Scorers-by-necessity: A look at secondary scorers providing first line points

By Mike Miccoli

Michael Ryder Stars
Michael Ryder finding his game (Jeanine Leech/Icon SMI)

Michael Ryder is having a career year with the Dallas Stars. This is a surprise, though it really shouldn’t have been.

When Ryder signed a two-year deal last summer with the Stars worth $3.5 million annually, he elevated himself from a third-line, secondary scorer on a Boston Bruins team with plenty of offensive weapons, to a first-line winger on a team that was losing star forward, Brad Richards, to free agency. Ryder was expected to become a primary scorer, a signing that would essentially have to replace the same point production that was lost when Richards left for the New York Rangers.

That’s right—Ryder, who surpassed 60 points only once, his rookie year in 2003-04 with Montreal, was supposed to replace the production of Richards, a player who’s only had one season out of ten under 60 points, an injury-plagued year in 2008-09 where he played only 56 games.

No surprise, then, that Ryder has 35 goals and 27 assists for 62 points with Dallas while Richards has 24 goals and 37 assists for 61 points with New York in the same amount of games played. Funny how that happens.
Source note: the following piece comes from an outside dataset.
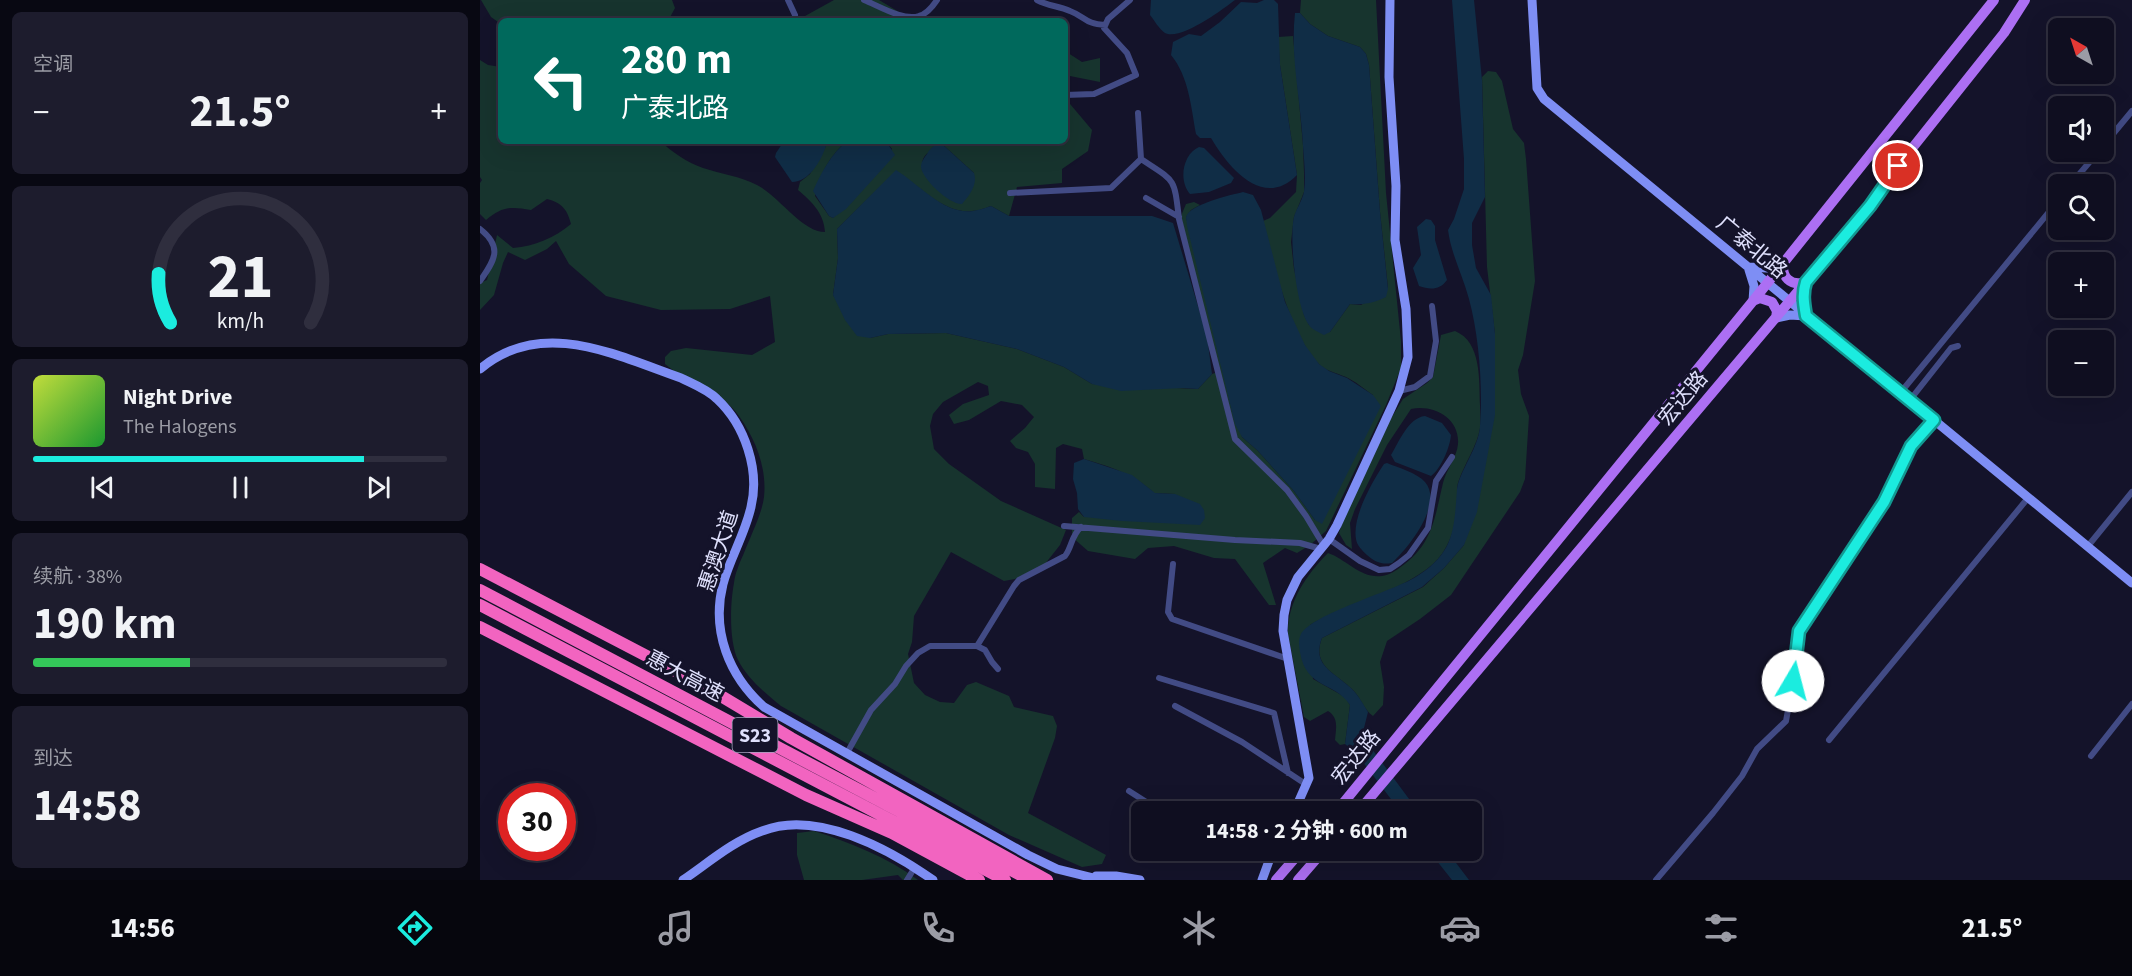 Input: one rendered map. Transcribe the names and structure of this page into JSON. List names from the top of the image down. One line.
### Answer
{"streets":{"highway":["惠大高速","S23"],"main road":["宏达路"],"street":["广泰北路","惠澳大道"]},"crossings":[["广泰北路","宏达路"]],"north":"top left","page":{"tile":["空调",["续航 · 38%","190 km"],["到达","14:58"]],"map_buttons":["+","−"],"turn":["280 m","广泰北路"],"heat":["−","21.5°","+"],"song":["Night Drive","The Halogens"],"limit":"30","trip":"14:58 · 2 分钟 · 600 m","tabs":["14:56","21.5°"],"gauge":["21","km/h"]}}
Ryder is a prime example of a secondary scorer providing first-line points. Think of it as the antithesis of scorer-by-committee—rather, scorer-by-necessity.
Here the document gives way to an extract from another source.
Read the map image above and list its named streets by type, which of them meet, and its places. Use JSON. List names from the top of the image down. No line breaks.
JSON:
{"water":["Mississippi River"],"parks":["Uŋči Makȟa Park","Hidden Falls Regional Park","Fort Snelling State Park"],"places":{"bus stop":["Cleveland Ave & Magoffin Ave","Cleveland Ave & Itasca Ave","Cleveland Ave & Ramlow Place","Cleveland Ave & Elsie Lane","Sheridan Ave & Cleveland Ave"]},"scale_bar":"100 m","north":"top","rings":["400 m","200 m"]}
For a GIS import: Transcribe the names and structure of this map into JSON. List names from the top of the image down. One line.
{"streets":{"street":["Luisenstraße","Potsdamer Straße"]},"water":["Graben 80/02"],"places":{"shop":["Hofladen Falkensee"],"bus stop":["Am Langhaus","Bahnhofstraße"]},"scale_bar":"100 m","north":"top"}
Ryder’s not the team’s leading scorer (Loui Eriksson has 26 goals and 44 assists), but he’s a player who would play on the top line with other big point-producers, Jamie Benn and Mike Ribeiro. In Boston, Ryder would be stuck pivoting wing with guys like Chris Kelly, Rich Peverley, or Blake Wheeler, who are all good players on their own, but not a team’s top point-producers. The scorer-by-necessity format has certainly helped the Dallas Stars become successful this season and they’re not alone, either.
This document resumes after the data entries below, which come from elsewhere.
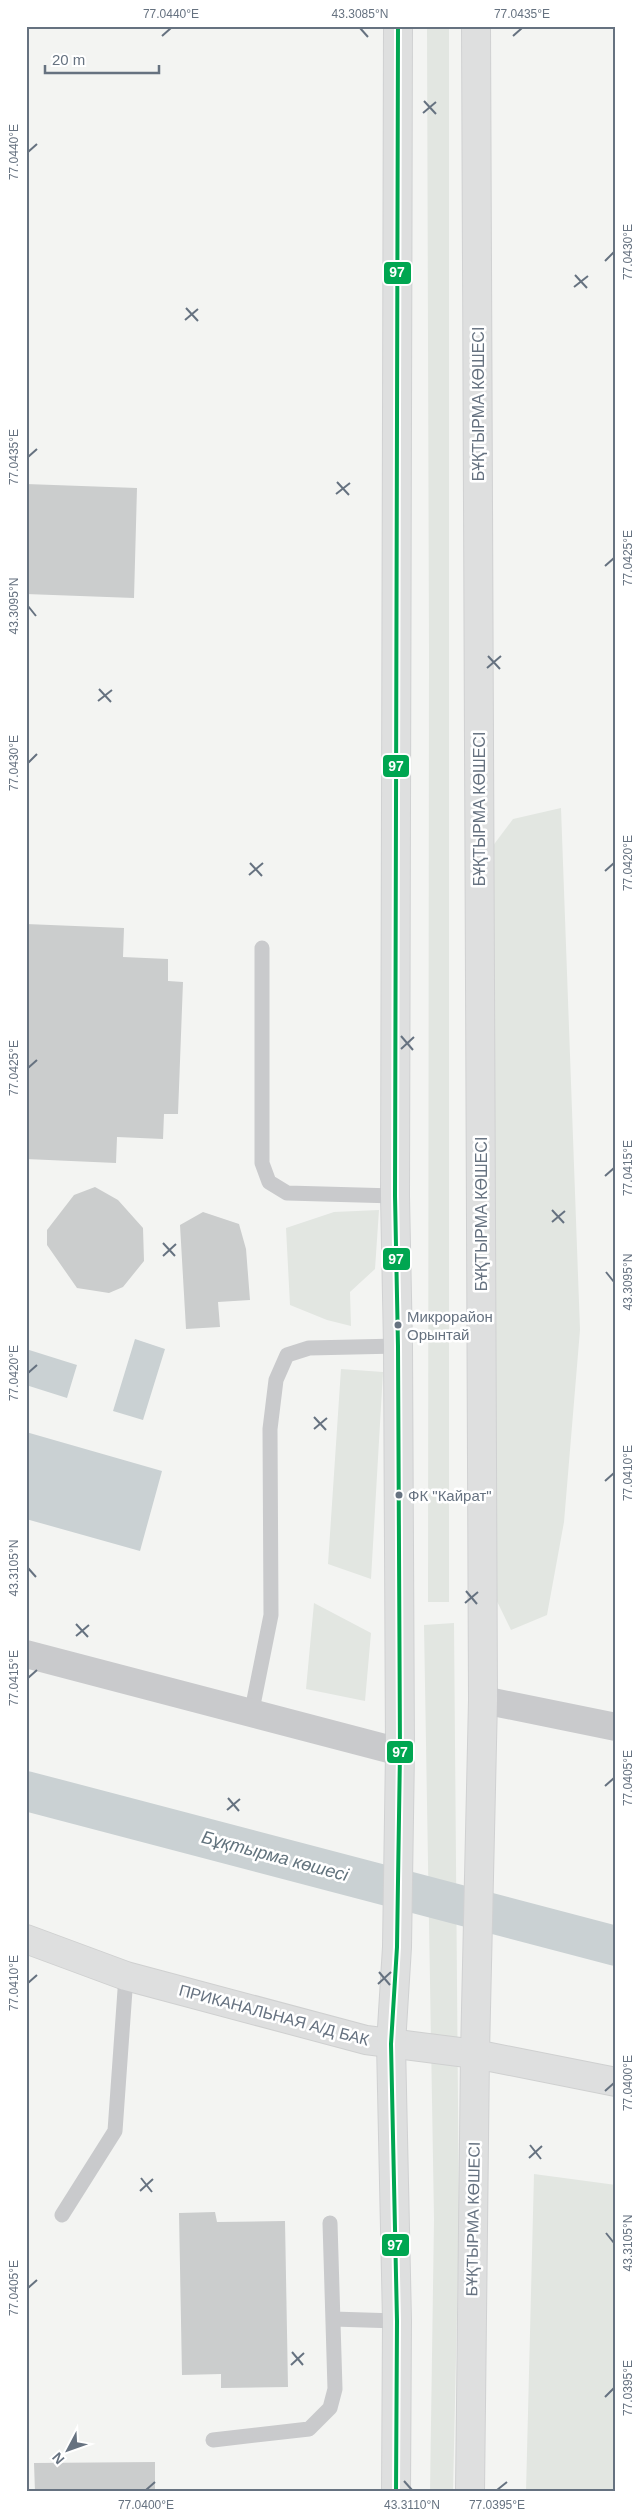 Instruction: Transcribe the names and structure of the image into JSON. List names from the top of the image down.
{
  "streets": {
    "main road": ["БҰҚТЫРМА КӨШЕСІ", "ПРИКАНАЛЬНАЯ А/Д БАК"]
  },
  "crossings": [
    ["БҰҚТЫРМА КӨШЕСІ", "ПРИКАНАЛЬНАЯ А/Д БАК"]
  ],
  "water": ["Бұқтырма көшесі"],
  "places": ["Микрорайон Орынтай", "ФК \"Кайрат\""],
  "lines": ["transit line 97"],
  "scale_bar": "20 m",
  "north": "bottom left",
  "coordinates": [
    "77.0440°E",
    "43.3085°N",
    "77.0435°E",
    "77.0430°E",
    "77.0425°E",
    "43.3095°N",
    "77.0420°E",
    "77.0415°E",
    "77.0410°E",
    "43.3105°N",
    "77.0405°E",
    "77.0400°E",
    "77.0395°E",
    "43.3110°N"
  ]
}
For the Stars, the amount of points an individual has scored dips after the top four of Eriksson, Ryder, Ribeiro and Benn. It may defy the rules of good depth being a key ingredient of a successful team, but let’s look past that for right now. The Phoenix Coyotes are another example of a team that has scorers-by-necessity mentality. Take for example Radim Vrbata, second on the team with 58 points (39-year old Ray Whitney, but a surprise 30-goal scorer. On a team with more offensive prowess, does this happen? Probably not.

Flickr/BridgetDS (CC)

Vrbata spent time with Whitney and Martin Hanzal as linemates earlier in the season, a point where most of his goals were scored. Though he just scored his first two goals in 12 games on Thursday, it’s important to understand that he’s only played in 73 games, meaning, he had 30 in 61 games.

What’s more staggering is the fact that Vrbata is first in the league with 11 game-winning goals, ahead of the ten scored by Steven Stamkos and Johan Franzen;  pretty decent company. Not only is Vrbata the leading goal scorer in Phoenix, he’s also a clutch player. Not bad to have a 7th-round pick in 1999 be in the top-15 goal scorers in the NHL this season.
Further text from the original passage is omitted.